"""
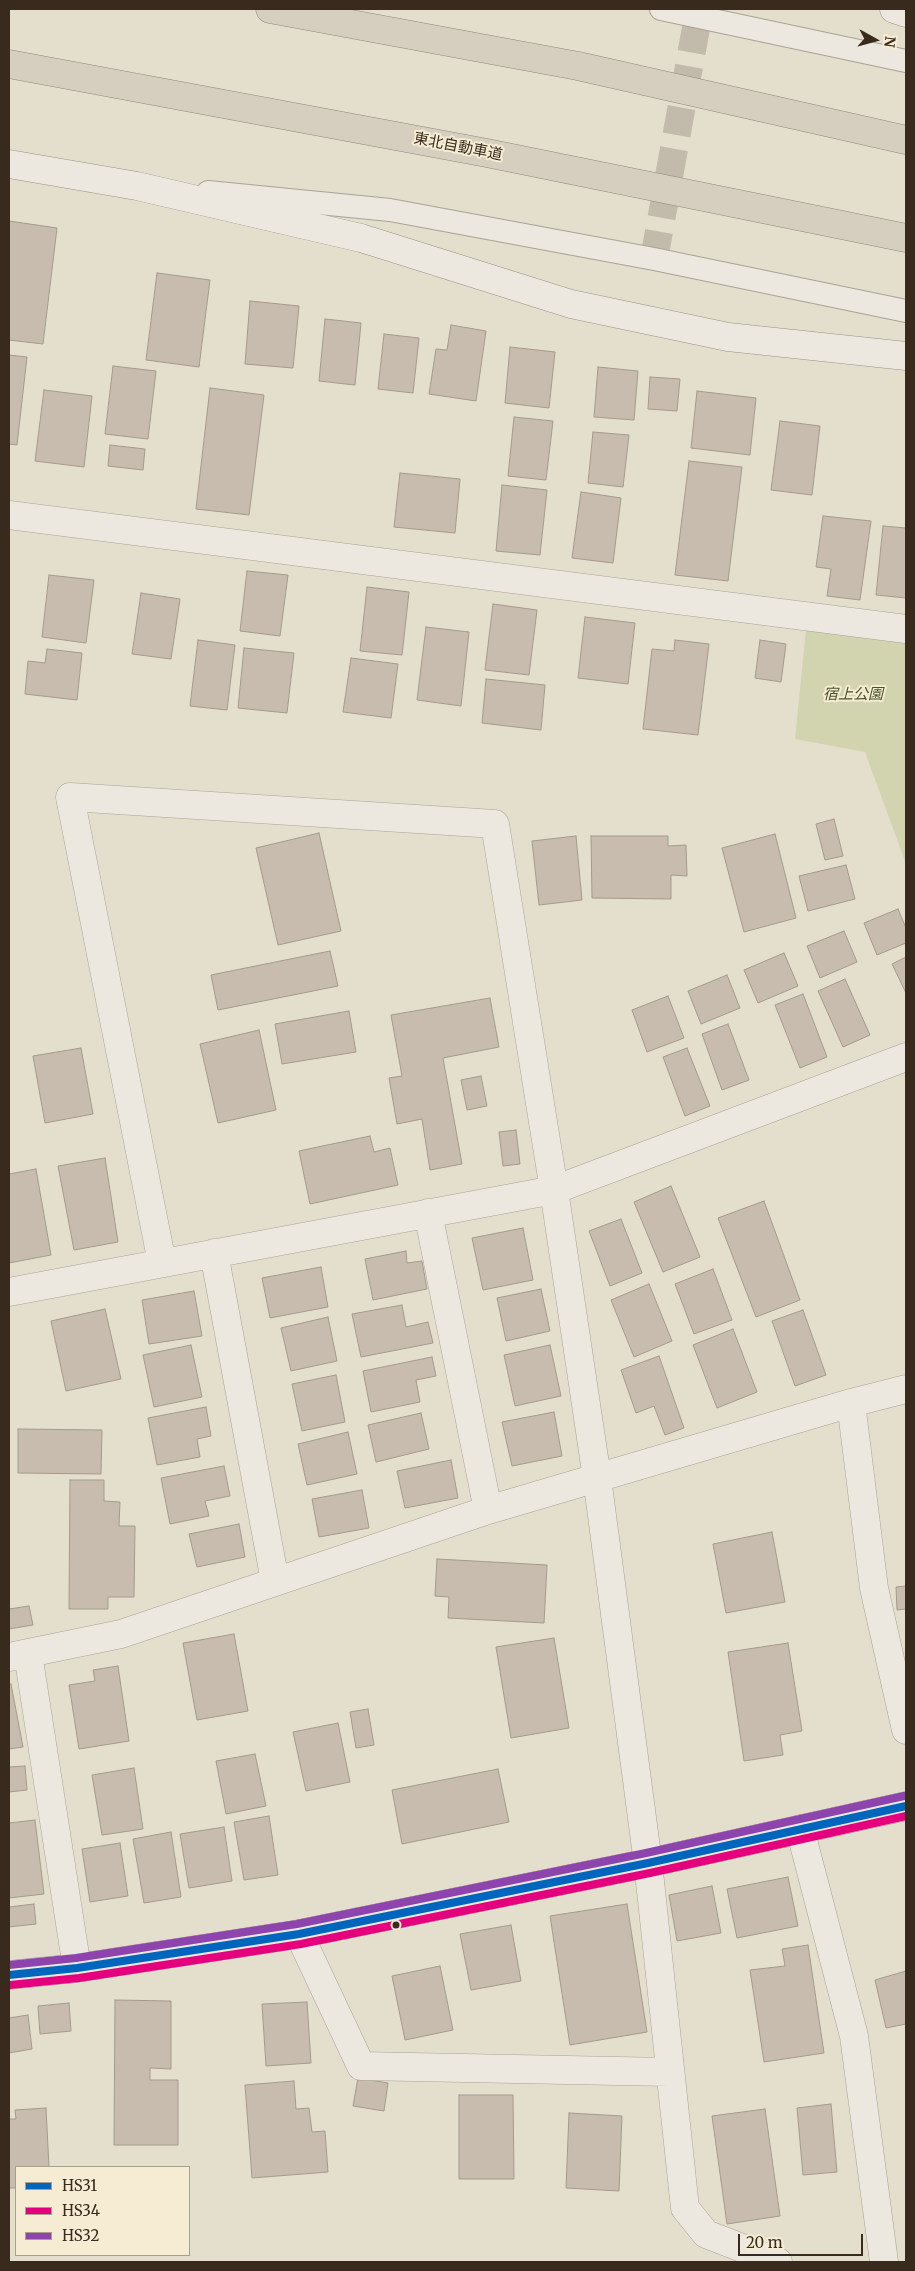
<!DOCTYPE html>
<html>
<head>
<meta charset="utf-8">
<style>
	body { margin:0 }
	#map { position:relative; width:915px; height:2271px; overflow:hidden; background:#e4decd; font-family:Merriweather,serif }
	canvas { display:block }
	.frame { position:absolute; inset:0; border:10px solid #382b1e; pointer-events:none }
	.legend { position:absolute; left:15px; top:2166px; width:175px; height:90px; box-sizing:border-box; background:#f5ecd3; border:1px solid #a99f8b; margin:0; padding:6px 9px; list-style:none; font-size:15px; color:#382b1e }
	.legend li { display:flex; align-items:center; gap:10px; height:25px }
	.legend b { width:25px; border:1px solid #a99f8b }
	.north { position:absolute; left:850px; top:15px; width:50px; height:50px; -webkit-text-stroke:4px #f5ecd3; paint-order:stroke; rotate:97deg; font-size:14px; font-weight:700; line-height:20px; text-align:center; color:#382b1e }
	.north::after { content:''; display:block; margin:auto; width:18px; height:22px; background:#382b1e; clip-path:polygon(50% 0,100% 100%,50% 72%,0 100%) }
	.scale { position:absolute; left:738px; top:2234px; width:125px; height:22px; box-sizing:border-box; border:2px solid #382b1e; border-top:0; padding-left:6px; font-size:15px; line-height:18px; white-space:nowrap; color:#382b1e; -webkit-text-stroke:4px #f5ecd3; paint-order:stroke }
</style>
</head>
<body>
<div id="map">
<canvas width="915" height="2271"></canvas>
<div class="frame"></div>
<ul class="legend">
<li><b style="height:6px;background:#0065bd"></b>HS31</li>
<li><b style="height:6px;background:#e5007d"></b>HS34</li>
<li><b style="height:6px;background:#8e44ad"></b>HS32</li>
</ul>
<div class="north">N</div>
<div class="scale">20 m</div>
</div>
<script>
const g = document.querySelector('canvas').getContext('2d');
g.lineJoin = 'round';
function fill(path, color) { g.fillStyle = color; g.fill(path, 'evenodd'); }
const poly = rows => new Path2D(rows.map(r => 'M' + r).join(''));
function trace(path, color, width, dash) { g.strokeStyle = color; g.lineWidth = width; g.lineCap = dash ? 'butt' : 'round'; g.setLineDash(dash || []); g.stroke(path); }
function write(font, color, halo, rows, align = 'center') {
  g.font = font + ' Merriweather,"Noto Sans JP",serif'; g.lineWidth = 4; g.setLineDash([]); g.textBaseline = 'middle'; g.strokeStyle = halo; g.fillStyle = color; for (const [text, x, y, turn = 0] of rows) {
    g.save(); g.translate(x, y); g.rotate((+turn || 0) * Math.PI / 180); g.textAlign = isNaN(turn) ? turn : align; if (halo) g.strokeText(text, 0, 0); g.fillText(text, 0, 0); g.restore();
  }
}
fill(poly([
	[806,629,906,641,906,864,865,752,795,739]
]), '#d2d4b0');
const building = poly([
	[9,221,57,228,43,344,9,340,9,221],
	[157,273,210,280,199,367,146,360,157,273],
	[250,301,299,306,293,368,245,364,250,301],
	[325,319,361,323,355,385,319,381,325,319],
	[451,325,486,331,476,401,429,394,436,349,447,350,451,325],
	[384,334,419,338,413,393,378,389,384,334],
	[510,347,555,352,549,408,505,403,510,347],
	[9,355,27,357,17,445,9,444,9,355],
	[113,366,156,371,148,439,105,434,113,366],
	[598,367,638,371,634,420,594,417,598,367],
	[650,377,680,379,677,411,648,409,650,377],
	[210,388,264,395,249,515,196,509,210,388],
	[44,390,92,396,84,467,35,461,44,390],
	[697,391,756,398,750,455,691,448,697,391],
	[514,417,553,421,546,480,508,476,514,417],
	[780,421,820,426,812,495,771,490,780,421],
	[593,432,629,435,623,487,588,483,593,432],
	[110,445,145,449,143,470,108,466,110,445],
	[689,461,742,467,728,581,675,575,689,461],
	[400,473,460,479,455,533,394,527,400,473],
	[502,485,547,490,540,555,496,551,502,485],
	[581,492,621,498,613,563,572,558,581,492],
	[823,516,871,521,860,600,827,596,831,569,816,567,823,516],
	[883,526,906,528,906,598,876,595,883,526],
	[247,571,288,575,280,636,240,631,247,571],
	[49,575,94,580,86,643,42,637,49,575],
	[367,587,409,592,402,655,360,651,367,587],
	[141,593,180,599,171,659,132,654,141,593],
	[493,604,537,610,529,675,485,670,493,604],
	[585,617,635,623,628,684,578,678,585,617],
	[426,627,469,632,461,706,417,700,426,627],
	[198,640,235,645,227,710,190,706,198,640],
	[675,640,709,644,698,735,643,729,652,649,674,651,675,640],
	[760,640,786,644,781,682,755,678,760,640],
	[244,648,294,653,287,713,238,708,244,648],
	[47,649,82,653,77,700,25,694,28,661,45,663,47,649],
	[351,658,398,664,391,718,343,712,351,658],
	[486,679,545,685,541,730,482,723,486,679],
	[834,819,843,856,825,860,816,824,834,819],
	[319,833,341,931,278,945,256,848,319,833],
	[775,834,796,918,744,932,722,848,775,834],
	[576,836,582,900,539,905,532,841,576,836],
	[591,836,668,836,668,846,686,845,687,876,671,875,671,899,592,898,591,836],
	[846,865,855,899,808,911,799,876,846,865],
	[898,909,906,928,906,943,877,955,864,923,898,909],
	[844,931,857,962,820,978,807,946,844,931],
	[330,951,338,986,218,1010,211,975,330,951],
	[784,953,798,986,758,1003,744,970,784,953],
	[906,957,906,993,892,964,906,957],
	[727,975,740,1008,701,1024,688,991,727,975],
	[845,979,870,1035,843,1047,818,991,845,979],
	[803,994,827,1057,800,1068,775,1005,803,994],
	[668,996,684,1038,647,1052,632,1010,668,996],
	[490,998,499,1047,443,1058,462,1164,430,1170,422,1119,397,1124,389,1078,402,1076,391,1015,490,998],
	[349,1011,356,1052,282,1064,275,1024,349,1011],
	[728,1024,749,1080,722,1090,702,1034,728,1024],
	[259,1030,276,1110,218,1123,200,1044,259,1030],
	[81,1048,93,1114,45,1123,33,1056,81,1048],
	[687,1048,710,1106,685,1116,663,1057,687,1048],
	[481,1076,487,1106,467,1110,461,1080,481,1076],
	[516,1130,520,1164,503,1166,499,1132,516,1130],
	[370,1136,374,1152,390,1148,398,1185,310,1204,299,1151,370,1136],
	[105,1158,118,1242,74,1250,58,1166,105,1158],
	[36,1169,51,1255,9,1263,9,1174,36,1169],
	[671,1186,700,1257,663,1272,634,1202,671,1186],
	[764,1201,800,1300,756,1317,718,1218,764,1201],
	[621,1219,642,1273,610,1286,589,1231,621,1219],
	[523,1228,533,1280,483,1290,472,1238,523,1228],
	[406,1251,407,1263,422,1261,427,1289,373,1300,365,1259,406,1251],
	[321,1267,328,1307,270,1318,262,1278,321,1267],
	[713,1269,732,1320,694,1334,675,1284,713,1269],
	[649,1284,672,1341,634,1357,611,1300,649,1284],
	[541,1289,550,1331,506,1341,497,1298,541,1289],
	[194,1291,202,1336,149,1344,142,1300,194,1291],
	[402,1305,406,1327,428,1322,433,1343,361,1357,352,1314,402,1305],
	[105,1309,121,1379,66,1391,51,1321,105,1309],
	[803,1310,826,1375,795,1386,772,1321,803,1310],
	[328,1317,337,1361,291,1371,281,1328,328,1317],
	[733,1329,757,1392,717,1408,693,1345,733,1329],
	[191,1345,202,1397,154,1407,143,1355,191,1345],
	[550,1345,561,1396,515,1406,504,1355,550,1345],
	[659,1356,684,1428,665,1435,654,1406,636,1413,621,1370,659,1356],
	[432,1357,436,1376,416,1380,420,1402,371,1412,363,1371,432,1357],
	[336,1375,345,1422,302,1431,292,1384,336,1375],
	[206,1407,211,1436,197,1439,200,1457,157,1465,148,1418,206,1407],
	[554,1412,562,1456,512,1466,502,1422,554,1412],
	[421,1413,429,1449,376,1462,368,1425,421,1413],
	[18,1429,102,1430,101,1474,18,1473,18,1429],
	[348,1432,357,1474,307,1485,298,1444,348,1432],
	[451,1460,458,1498,405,1508,397,1471,451,1460],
	[224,1466,230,1496,205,1501,209,1516,170,1524,161,1478,224,1466],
	[70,1480,104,1480,104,1501,120,1502,119,1526,135,1526,134,1597,108,1597,108,1609,69,1609,70,1480],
	[362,1490,369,1528,319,1537,312,1499,362,1490],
	[239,1524,245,1557,197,1567,189,1534,239,1524],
	[772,1532,785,1602,726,1613,713,1544,772,1532],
	[437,1559,547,1565,544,1623,448,1618,449,1597,435,1596,437,1559],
	[906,1586,906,1609,897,1610,896,1587,906,1586],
	[29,1606,33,1625,9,1629,9,1609,29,1606],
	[234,1634,248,1711,197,1720,183,1643,234,1634],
	[554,1638,569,1728,511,1738,496,1647,554,1638],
	[788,1643,802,1731,780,1735,783,1755,744,1761,728,1652,788,1643],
	[118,1666,129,1741,79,1749,69,1685,95,1681,93,1670,118,1666],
	[11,1684,23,1747,9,1749,9,1685,11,1684],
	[368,1709,374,1745,356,1748,350,1712,368,1709],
	[338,1723,350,1782,306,1791,293,1732,338,1723],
	[255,1754,266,1806,226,1814,216,1761,255,1754],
	[25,1766,27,1790,9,1792,9,1767,25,1766],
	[134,1768,143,1829,102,1835,92,1775,134,1768],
	[498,1769,509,1822,402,1844,392,1790,498,1769],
	[269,1816,278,1875,244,1880,234,1822,269,1816],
	[35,1820,44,1894,9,1898,9,1823,35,1820],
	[224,1827,232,1881,189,1888,180,1834,224,1827],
	[171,1832,181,1897,144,1903,133,1839,171,1832],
	[120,1843,128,1896,90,1902,82,1849,120,1843],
	[788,1877,798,1926,737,1938,727,1889,788,1877],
	[712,1886,721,1933,677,1941,669,1895,712,1886],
	[34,1904,36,1924,9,1927,9,1907,34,1904],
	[627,1904,647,2032,570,2045,550,1916,627,1904],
	[511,1925,521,1981,471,1990,460,1934,511,1925],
	[808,1945,824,2053,764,2062,750,1970,785,1966,782,1949,808,1945],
	[440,1966,453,2030,405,2040,392,1976,440,1966],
	[906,1971,906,2024,886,2028,875,1980,906,1971],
	[115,2000,171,2001,171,2069,150,2068,150,2080,178,2080,178,2145,114,2145,115,2000],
	[307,2002,311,2063,266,2066,262,2004,307,2002],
	[69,2003,71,2031,40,2034,38,2006,69,2003],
	[28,2015,32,2049,9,2053,9,2018,28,2015],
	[358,2078,388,2083,384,2111,353,2106,358,2078],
	[294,2081,296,2109,309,2108,312,2132,325,2131,328,2172,252,2178,245,2085,294,2081],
	[459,2095,513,2095,514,2179,459,2179,459,2095],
	[831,2104,837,2172,803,2175,797,2108,831,2104],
	[46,2108,49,2167,16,2167,16,2188,9,2188,9,2119,16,2119,15,2110,46,2108],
	[765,2109,780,2216,727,2224,712,2116,765,2109],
	[569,2113,622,2116,619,2191,566,2188,569,2113]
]);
fill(building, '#c8bcae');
trace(building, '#a49a8c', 1);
trace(poly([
	[654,259,698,17]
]), '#c2baaa', 28, [28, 14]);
const lane = poly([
	[661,9,906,61],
	[208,192,390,210,654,259,906,311]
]);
const street = poly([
	[9,515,906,629],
	[428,1213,488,1510],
	[214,1253,275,1581],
	[162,1263,70,797,495,824,554,1190,597,1478,648,1863,685,2208,706,2234,778,2262],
	[9,1292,554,1190,906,1057],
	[851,1403,874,1588,906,1730],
	[28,1654,77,1968],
	[9,1657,121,1634,488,1510,851,1403,906,1389],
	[800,1829,854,2036,884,2262],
	[299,1934,361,2066,669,2072]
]);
const secondary = poly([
	[894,9,906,13],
	[9,164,137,186,361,238,571,304,728,337,906,356],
	[9,1975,77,1968,299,1934,648,1863,906,1806]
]);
const highway = poly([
	[270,9,578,66,906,140],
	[9,64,487,153,906,238]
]);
trace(lane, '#a9a396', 24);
trace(street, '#a9a396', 29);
trace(secondary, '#999286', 29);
trace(highway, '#8f887d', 29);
trace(lane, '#ece8df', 22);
trace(street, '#ece8df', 28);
trace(secondary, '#ece8df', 28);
trace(highway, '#d6cebe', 28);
trace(poly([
	[9,1975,77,1968,299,1934,648,1863,906,1806]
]), '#0065bd', 8);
trace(poly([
	[10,1985,79,1978,301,1944,650,1873,906,1816]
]), '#e5007d', 8);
trace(poly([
	[9,1965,76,1958,297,1924,646,1853,904,1796]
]), '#8e44ad', 8);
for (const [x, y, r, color] of [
	[396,1925,4.5,"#382b1e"]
]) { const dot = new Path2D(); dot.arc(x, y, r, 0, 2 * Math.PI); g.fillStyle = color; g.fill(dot); trace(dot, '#f5ecd3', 2); }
write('15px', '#382b1e', '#f5ecd3', [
	["東北自動車道",458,147,11]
]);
write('italic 15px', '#475425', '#f5ecd3', [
	["宿上公園",853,695]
]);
</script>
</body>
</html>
"""
#### Activity:
Find all lines holding the word "rows" in the records above and copy them.

#### Task answer:
const poly = rows => new Path2D(rows.map(r => 'M' + r).join(''));
function write(font, color, halo, rows, align = 'center') {
  g.font = font + ' Merriweather,"Noto Sans JP",serif'; g.lineWidth = 4; g.setLineDash([]); g.textBaseline = 'middle'; g.strokeStyle = halo; g.fillStyle = color; for (const [text, x, y, turn = 0] of rows) {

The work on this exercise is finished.